(Aim of the task) Your response must be made up of each line in the data below that contains the string "absolute".

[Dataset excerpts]
★ ★ ★ ★ ★ ★ ★
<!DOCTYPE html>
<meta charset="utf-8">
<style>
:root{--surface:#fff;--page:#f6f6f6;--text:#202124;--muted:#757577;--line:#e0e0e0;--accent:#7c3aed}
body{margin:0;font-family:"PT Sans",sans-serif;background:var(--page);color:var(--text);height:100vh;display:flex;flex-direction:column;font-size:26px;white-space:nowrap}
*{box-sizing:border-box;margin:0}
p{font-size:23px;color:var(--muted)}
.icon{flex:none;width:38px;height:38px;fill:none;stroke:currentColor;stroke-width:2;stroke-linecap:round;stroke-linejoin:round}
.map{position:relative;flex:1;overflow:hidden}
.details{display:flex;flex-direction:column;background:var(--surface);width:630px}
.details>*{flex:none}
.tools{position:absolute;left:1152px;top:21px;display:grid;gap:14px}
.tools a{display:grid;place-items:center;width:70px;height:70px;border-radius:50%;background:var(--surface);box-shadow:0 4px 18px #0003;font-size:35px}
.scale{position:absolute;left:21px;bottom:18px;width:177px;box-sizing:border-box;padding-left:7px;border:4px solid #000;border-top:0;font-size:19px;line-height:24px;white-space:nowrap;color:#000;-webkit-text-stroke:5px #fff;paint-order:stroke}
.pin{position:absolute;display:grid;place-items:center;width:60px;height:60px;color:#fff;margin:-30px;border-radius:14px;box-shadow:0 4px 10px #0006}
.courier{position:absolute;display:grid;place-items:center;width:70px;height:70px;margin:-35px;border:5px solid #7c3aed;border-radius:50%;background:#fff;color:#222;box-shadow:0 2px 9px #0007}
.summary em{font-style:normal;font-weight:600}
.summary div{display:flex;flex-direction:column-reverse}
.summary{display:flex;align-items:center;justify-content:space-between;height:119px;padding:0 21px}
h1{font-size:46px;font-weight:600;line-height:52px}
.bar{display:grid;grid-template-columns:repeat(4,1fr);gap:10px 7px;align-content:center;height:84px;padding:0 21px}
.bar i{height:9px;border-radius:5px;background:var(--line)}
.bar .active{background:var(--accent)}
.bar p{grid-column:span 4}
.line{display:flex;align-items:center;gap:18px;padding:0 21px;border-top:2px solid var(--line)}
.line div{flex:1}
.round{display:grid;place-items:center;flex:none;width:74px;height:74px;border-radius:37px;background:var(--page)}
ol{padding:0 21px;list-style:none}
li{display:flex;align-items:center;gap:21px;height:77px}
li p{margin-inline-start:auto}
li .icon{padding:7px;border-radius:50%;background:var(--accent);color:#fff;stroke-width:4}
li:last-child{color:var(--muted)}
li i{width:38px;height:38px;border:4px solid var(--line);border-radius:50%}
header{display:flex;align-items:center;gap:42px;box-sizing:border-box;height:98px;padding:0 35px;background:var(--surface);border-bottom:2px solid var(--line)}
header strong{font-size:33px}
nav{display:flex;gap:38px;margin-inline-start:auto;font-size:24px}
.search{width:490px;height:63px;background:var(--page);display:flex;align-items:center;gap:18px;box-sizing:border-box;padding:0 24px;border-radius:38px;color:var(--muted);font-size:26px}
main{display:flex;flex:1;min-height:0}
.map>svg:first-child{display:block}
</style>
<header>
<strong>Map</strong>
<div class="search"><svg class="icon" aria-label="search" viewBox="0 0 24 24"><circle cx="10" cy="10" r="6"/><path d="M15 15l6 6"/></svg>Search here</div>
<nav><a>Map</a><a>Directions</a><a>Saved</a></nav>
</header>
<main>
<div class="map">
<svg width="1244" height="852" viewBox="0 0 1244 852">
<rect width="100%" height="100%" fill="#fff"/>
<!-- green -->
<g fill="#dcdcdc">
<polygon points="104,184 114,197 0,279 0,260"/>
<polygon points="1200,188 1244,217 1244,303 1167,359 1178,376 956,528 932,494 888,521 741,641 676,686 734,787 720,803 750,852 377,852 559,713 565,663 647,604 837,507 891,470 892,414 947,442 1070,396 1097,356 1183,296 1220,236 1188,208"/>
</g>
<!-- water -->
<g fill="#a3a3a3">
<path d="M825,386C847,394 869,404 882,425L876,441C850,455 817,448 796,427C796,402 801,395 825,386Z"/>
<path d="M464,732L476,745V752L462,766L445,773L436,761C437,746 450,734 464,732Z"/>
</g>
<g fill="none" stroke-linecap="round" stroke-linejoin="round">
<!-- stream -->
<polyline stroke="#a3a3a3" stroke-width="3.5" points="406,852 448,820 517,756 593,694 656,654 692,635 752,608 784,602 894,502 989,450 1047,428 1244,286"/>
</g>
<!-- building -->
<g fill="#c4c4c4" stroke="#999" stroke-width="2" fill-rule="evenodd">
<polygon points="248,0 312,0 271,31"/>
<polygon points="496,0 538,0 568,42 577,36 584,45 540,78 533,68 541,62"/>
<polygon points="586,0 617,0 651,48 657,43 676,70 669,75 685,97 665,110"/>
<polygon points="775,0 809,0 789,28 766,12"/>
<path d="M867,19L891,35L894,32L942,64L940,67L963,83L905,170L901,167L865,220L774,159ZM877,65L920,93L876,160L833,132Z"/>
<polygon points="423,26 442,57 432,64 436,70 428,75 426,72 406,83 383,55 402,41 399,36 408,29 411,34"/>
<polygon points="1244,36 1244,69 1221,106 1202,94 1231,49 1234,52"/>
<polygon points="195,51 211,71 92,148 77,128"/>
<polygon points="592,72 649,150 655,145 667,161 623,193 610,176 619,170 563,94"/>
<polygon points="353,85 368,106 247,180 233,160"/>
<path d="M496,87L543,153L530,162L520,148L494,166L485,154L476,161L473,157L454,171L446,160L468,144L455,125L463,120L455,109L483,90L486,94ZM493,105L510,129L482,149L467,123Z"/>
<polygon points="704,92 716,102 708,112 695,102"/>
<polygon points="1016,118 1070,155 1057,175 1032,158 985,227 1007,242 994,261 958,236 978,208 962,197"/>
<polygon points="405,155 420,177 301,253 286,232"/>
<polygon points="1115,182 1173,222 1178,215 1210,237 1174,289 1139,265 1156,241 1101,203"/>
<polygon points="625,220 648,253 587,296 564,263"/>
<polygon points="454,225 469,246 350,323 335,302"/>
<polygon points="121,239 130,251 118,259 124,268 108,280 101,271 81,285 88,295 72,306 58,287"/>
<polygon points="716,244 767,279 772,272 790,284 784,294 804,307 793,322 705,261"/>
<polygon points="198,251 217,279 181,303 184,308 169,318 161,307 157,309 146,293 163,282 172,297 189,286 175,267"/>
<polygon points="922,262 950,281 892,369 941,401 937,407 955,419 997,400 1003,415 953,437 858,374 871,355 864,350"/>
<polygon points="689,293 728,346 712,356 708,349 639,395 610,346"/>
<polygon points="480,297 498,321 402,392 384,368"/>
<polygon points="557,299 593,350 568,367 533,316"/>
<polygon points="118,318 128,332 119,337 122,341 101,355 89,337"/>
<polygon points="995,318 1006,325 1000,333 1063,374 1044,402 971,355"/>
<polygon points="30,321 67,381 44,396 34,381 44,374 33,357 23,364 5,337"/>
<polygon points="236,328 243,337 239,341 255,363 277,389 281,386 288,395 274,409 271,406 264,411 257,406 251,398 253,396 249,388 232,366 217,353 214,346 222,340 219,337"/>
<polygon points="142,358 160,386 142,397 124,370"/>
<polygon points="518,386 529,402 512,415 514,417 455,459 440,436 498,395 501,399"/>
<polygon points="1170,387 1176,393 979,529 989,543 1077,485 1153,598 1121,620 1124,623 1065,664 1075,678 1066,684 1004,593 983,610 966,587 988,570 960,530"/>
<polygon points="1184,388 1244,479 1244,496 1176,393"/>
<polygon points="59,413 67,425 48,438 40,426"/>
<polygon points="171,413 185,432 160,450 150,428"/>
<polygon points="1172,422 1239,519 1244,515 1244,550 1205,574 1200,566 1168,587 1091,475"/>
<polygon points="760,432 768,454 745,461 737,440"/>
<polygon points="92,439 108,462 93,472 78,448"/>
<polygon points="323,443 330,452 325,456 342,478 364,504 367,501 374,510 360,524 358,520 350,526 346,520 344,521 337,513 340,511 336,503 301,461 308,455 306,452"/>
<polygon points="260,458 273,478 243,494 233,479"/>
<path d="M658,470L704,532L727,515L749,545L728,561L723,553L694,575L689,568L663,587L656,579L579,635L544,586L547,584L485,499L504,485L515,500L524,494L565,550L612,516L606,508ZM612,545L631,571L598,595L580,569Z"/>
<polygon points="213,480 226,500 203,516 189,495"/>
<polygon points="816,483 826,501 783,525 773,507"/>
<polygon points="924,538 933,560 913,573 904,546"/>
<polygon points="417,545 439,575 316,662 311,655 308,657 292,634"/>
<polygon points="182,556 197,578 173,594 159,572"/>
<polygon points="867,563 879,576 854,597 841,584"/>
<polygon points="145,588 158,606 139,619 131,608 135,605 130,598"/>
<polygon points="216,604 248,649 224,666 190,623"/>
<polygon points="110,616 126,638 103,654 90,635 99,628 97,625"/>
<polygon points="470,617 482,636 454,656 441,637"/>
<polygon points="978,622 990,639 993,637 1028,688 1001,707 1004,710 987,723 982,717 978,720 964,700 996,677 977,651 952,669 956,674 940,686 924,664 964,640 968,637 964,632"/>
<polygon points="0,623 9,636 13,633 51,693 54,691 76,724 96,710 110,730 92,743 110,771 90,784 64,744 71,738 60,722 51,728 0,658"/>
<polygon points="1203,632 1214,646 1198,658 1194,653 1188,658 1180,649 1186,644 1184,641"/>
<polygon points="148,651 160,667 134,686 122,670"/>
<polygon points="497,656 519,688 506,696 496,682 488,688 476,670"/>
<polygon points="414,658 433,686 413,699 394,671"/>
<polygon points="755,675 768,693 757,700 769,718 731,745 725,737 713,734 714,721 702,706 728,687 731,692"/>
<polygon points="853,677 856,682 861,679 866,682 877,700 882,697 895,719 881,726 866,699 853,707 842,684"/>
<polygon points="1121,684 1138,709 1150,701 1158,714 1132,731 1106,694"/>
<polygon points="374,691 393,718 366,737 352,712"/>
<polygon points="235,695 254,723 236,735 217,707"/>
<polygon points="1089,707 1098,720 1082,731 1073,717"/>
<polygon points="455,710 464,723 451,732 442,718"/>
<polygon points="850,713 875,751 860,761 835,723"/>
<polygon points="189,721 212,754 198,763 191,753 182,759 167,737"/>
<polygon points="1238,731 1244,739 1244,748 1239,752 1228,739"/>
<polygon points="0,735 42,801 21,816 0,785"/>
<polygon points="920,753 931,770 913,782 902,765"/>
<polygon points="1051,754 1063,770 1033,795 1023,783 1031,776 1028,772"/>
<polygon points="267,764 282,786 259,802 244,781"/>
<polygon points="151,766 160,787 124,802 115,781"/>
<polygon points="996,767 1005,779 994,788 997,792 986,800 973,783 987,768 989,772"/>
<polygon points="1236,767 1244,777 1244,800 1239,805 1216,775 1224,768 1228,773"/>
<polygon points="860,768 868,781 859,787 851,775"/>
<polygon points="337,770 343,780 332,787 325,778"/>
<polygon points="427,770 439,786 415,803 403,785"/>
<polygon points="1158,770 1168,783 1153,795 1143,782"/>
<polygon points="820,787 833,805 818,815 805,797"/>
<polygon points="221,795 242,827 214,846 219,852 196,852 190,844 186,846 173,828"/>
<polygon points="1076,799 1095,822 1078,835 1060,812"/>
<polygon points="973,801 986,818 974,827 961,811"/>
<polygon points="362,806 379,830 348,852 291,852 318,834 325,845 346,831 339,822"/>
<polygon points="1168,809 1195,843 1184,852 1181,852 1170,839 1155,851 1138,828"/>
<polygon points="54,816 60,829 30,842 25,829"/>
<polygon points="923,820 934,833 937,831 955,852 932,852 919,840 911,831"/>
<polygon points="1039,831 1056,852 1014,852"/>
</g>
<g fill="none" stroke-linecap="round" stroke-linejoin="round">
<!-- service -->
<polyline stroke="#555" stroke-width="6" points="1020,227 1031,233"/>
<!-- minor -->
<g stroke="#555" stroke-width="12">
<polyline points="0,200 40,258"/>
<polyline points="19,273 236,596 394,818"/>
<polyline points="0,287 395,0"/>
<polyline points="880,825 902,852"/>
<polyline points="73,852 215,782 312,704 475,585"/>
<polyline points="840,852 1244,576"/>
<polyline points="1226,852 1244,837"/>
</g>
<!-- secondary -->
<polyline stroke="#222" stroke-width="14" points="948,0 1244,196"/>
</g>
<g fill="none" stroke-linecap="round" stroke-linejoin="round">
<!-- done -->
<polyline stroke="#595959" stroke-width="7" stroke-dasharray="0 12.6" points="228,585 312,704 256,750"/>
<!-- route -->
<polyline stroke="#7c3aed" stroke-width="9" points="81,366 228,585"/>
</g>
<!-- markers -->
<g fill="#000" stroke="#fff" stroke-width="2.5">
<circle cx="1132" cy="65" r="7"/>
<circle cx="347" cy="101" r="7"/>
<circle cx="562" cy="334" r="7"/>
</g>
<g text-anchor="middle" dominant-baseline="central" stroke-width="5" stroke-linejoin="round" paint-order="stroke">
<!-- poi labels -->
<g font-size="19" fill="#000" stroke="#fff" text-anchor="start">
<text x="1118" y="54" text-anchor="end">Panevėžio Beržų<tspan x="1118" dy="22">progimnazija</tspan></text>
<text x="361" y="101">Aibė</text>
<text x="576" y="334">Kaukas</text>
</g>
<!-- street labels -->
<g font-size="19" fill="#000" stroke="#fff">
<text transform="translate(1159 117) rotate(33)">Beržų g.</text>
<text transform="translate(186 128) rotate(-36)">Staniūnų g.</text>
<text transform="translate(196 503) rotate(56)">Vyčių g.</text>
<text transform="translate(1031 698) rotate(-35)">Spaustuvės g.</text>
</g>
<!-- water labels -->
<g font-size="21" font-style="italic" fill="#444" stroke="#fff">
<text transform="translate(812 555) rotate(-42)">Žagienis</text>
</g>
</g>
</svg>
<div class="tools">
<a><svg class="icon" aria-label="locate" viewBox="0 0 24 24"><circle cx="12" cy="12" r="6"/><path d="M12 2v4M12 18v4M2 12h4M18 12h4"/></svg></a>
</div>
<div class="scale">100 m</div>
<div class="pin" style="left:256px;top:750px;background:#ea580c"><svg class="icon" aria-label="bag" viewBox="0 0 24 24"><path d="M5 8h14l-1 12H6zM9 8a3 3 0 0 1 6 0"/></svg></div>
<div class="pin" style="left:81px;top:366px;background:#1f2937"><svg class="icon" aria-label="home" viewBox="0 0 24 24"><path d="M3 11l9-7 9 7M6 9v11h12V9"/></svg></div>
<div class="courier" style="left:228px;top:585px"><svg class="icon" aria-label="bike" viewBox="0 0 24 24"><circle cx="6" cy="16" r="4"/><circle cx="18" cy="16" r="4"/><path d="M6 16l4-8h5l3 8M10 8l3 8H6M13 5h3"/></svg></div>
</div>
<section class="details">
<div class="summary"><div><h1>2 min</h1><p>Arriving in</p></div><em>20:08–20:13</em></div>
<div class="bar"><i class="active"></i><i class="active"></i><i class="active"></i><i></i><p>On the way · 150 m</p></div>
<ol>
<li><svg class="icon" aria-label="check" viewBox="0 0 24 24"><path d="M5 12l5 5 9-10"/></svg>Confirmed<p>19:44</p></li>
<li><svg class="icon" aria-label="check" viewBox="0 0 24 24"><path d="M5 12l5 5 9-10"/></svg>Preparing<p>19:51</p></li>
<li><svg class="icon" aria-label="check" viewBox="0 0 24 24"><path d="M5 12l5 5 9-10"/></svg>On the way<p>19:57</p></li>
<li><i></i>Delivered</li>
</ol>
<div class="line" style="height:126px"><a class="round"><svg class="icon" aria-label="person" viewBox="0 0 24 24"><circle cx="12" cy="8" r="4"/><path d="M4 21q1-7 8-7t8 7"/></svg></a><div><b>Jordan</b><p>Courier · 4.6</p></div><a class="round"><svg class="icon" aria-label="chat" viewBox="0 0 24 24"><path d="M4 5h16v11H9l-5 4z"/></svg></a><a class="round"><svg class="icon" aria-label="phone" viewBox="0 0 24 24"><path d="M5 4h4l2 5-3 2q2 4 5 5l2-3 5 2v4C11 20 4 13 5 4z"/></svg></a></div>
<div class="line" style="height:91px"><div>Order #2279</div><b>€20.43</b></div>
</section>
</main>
★ ★ ★ ★ ★ ★ ★
(Output of the exercise)
.tools{position:absolute;left:1152px;top:21px;display:grid;gap:14px}
.scale{position:absolute;left:21px;bottom:18px;width:177px;box-sizing:border-box;padding-left:7px;border:4px solid #000;border-top:0;font-size:19px;line-height:24px;white-space:nowrap;color:#000;-webkit-text-stroke:5px #fff;paint-order:stroke}
.pin{position:absolute;display:grid;place-items:center;width:60px;height:60px;color:#fff;margin:-30px;border-radius:14px;box-shadow:0 4px 10px #0006}
.courier{position:absolute;display:grid;place-items:center;width:70px;height:70px;margin:-35px;border:5px solid #7c3aed;border-radius:50%;background:#fff;color:#222;box-shadow:0 2px 9px #0007}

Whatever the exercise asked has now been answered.